オチが弱いのがちと欠点だけど、ゴッホの絵画のようなヴィジュアルがもたらす不穏な雰囲気は、終盤まで物語の緊張感を持続させてくれるので、アーティスティックな作品ながら退屈さは一切ない。
どうなるのか気になって、常に前のめりになりながら鑑賞していた。
こんなヤバい映画は観たことがなかったし、今後こういう映画が生み出されるとは思えない。
狂気すら感じられるゴッホへの執着から目が離せない。
人によって合う合わないはあるだろうが、絶対に観て損はしないアニメーション界のマスターピース!
ぷにゃぷにゃさん、コメントありがとうございます😊
今まで観てきたアニメの中で一番クレイジーな作品でした💦
ちなみに本作はアカデミー賞にもノミネートされているほどの意欲作ですが、ピクサーの作品『リメンバー・ミー』に敗れ受賞を逃しています。
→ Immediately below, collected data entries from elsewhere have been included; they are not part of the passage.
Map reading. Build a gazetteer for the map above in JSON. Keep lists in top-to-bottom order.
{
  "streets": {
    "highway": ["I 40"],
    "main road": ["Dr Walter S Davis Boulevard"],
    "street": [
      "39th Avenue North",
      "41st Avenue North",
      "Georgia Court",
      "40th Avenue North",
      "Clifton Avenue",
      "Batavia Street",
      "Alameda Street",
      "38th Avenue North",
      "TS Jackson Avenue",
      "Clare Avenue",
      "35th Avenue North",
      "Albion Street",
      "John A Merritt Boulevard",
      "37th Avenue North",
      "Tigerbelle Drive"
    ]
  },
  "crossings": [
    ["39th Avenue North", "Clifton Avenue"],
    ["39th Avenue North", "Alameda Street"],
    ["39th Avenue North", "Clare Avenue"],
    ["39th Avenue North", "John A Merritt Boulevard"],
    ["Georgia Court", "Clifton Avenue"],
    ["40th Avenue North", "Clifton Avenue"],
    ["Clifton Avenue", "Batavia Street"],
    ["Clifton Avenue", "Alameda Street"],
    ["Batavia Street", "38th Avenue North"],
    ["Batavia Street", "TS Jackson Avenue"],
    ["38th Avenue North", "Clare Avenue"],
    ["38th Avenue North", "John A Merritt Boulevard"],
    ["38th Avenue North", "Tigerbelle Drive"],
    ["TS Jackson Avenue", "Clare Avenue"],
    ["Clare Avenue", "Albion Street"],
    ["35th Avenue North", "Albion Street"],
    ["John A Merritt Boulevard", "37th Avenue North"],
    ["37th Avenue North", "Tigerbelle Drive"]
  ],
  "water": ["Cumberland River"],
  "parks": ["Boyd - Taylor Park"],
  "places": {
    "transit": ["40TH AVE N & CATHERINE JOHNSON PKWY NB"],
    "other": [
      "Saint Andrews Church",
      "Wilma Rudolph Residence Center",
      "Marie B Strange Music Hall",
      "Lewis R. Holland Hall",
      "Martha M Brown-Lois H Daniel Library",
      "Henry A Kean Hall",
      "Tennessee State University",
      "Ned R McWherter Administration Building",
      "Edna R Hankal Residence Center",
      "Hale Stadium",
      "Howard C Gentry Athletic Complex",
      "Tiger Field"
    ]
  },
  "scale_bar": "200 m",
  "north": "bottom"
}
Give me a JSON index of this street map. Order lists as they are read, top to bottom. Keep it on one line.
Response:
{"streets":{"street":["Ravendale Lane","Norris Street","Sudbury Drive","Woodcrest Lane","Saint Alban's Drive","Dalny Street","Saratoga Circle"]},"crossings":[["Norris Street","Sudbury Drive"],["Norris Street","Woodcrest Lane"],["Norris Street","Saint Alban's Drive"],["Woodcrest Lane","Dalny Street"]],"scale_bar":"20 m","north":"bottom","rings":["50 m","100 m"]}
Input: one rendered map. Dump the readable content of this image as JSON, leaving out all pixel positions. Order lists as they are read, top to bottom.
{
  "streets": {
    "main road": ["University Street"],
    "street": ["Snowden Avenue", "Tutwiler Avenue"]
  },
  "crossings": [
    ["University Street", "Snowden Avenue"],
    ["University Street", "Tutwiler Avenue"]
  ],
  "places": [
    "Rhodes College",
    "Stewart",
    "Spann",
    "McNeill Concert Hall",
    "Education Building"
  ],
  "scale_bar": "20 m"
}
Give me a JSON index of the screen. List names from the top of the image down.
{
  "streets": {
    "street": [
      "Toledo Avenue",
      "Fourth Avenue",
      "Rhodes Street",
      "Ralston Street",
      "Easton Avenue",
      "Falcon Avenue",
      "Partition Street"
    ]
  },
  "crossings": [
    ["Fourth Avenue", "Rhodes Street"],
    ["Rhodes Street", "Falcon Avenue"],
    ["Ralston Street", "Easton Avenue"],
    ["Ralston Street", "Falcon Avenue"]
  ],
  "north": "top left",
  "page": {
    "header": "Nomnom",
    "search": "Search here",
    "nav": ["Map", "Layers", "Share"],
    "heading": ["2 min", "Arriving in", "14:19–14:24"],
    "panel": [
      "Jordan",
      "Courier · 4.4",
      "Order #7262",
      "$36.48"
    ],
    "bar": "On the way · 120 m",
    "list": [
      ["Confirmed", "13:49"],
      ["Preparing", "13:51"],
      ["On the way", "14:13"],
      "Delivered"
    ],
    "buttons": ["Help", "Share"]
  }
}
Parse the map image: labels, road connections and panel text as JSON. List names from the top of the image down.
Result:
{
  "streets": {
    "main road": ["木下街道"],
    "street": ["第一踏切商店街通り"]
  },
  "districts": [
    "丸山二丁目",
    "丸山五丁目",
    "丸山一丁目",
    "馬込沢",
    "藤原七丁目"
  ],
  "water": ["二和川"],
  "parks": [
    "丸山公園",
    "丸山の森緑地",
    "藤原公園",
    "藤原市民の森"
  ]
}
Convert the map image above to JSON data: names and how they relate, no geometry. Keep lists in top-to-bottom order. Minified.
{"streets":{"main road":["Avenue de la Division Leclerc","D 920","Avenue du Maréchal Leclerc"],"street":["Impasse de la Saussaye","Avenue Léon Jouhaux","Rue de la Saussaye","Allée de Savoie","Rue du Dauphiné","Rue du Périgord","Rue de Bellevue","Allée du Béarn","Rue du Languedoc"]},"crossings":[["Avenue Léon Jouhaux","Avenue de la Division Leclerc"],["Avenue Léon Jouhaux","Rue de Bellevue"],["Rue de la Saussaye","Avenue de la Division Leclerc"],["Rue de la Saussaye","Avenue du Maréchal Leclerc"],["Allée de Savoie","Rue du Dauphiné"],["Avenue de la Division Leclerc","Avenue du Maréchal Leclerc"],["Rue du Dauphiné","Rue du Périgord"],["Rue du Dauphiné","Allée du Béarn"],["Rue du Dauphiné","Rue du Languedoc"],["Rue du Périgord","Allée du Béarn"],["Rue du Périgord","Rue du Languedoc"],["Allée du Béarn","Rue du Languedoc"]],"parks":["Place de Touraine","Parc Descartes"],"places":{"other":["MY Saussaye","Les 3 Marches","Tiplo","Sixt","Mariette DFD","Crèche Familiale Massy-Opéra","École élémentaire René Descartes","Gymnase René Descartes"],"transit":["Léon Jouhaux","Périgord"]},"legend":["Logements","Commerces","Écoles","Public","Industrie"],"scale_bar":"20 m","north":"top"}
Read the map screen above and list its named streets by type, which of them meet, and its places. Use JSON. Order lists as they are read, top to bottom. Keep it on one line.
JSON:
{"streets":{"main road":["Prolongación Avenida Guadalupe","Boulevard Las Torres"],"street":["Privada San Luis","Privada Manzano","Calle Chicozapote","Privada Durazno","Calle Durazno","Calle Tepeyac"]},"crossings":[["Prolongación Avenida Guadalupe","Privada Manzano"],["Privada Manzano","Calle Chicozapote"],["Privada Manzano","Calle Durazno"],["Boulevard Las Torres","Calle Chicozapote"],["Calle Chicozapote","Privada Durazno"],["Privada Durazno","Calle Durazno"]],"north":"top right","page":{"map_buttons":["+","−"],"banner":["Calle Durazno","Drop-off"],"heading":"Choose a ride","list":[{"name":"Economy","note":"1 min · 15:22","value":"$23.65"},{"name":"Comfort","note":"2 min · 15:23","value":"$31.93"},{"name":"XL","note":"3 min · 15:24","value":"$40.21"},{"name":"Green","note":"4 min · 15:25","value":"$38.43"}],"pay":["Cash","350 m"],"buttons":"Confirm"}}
『リメンバー・ミー』相手がじゃ分が悪かったですね😖
興味がお有りでしたら是非一度ご覧になってみて下さい!損はしないと思います♪
えええー、こんな作品があるの知りませんでした!
ストップモーションアニメよりクレイジーかも?
ゴッホの自殺の真相かー。
たとえフィクションでも気になりますねー。